The Day of the Troll is an exclusive to audio Doctor Who story, produced as part of BBC Books' New Series Adventures line, and the fifth entry in the series to be produced. Written by author Simon Messingham and read by series star David Tennant, it features the Tenth Doctor travelling alone. It was released on CD on 8 October 2009.

Synopsis

Part One
Siblings Karl and Katy are in an old, scary forest – Karl winding his sister up. We learn that Katy is a former "medical type", and that the two are involved in experiments – experiments that are being ruined by something.

Charlie and the Doctor drive a 4x4 towards the bridge. The Doctor asks for details on the Grange. Charlie explains that humans used a process dubbed Global Cooling, refreezing glaciers. The ground left behind was poisonous, and food became incredibly value, leading to violence. Karl Baring started work on growing new crops, but so far, hasn't succeeded – running out of money, depending on charity.
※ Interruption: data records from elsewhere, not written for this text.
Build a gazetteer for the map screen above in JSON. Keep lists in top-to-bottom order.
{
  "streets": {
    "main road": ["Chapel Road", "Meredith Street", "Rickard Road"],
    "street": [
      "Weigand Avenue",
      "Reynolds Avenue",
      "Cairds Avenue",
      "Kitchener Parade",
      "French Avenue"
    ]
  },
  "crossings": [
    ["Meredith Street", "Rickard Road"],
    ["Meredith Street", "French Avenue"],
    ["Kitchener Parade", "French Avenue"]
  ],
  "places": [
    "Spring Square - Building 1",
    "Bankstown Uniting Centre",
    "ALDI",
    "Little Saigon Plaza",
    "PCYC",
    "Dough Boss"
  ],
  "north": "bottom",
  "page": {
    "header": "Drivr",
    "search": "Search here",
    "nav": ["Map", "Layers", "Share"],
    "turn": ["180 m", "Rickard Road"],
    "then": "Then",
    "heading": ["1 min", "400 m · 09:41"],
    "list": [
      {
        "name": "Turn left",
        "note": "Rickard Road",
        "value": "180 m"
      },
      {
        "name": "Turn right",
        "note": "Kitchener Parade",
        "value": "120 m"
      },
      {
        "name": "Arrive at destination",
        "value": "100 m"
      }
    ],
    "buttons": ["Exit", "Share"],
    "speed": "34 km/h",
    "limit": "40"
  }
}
Sanders contacts Petra to tell her the relay link's down – they can't contact Madrid. Either they were shut off in Madrid, or the local relays have been sabotaged.
Suddenly, Campbell is grabbed by the troll. The Doctor manages to grab it, and recognises its face – it's Karl Baring. They struggle, the Doctor is knocked down, and the troll attacks.

Part Two
Petra fights the troll off with a branch, releasing the Doctor. He tries to grab the creature with a parka, but underfoot, the ground forms tentacles which attempt to drag them under.
Petra helps the Doctor trap the troll with her own coat, and the limbs disintegrate.

Bryant's lackey Stephenson sedates Katy, ready to be taken to the bridge. Two troopers bring Tim Hill into the room  Sanders intends to walk to the coast, taking an emergency flare.
Petra stands up to Bryant, telling him not to take Katy. He orders Chavez to shoot her.
After a face-off, Petra stands down, and Bryant tells Chavez to put his gun away.
The Doctor realises that the Spheriosis is under the house – it's enormous. Above, he hears the helicopter being boarded.
Nonetheless, the helicopter reaches the scorched riverbank. Explosives have damaged the soil, but the bridge is still intact.
They leave the helicopter, and spot a flare in the distance – Sanders, proving that the Spheriosis reaches far away.

In the cellar, the Doctor hears the Spheriosis under the ground again. He jumps for the stairs, and a trunk of roots breaks through the ground into the cellar. The Doctor calls for help, attracting the trunk's attention. It shoots at the Doctor, just as the door is unlocked. The Doctor escapes, and the door is closed by Vanessa.

A creature breaks through the ground – the troll. Behind them, Bryant takes the car and drives away. Around them, more arms break through the ground – more trolls. The Doctor guesses the way to keep Karl fighting is to put Katy in maximum danger – to take her under the bridge.

Bryant speeds away, avoiding the creatures. He drives for the bank, but crashes, activating the airbag and stalling the engine. A troll attacks the car as Bryant tries to get it going again – and then a second troll, followed by a whole pack of them.

The Doctor hauls the troll under the bridge, and throws it at Katy. She recognises Karl as he sighs, and the entire creature disintegrates – including the tentacles outside.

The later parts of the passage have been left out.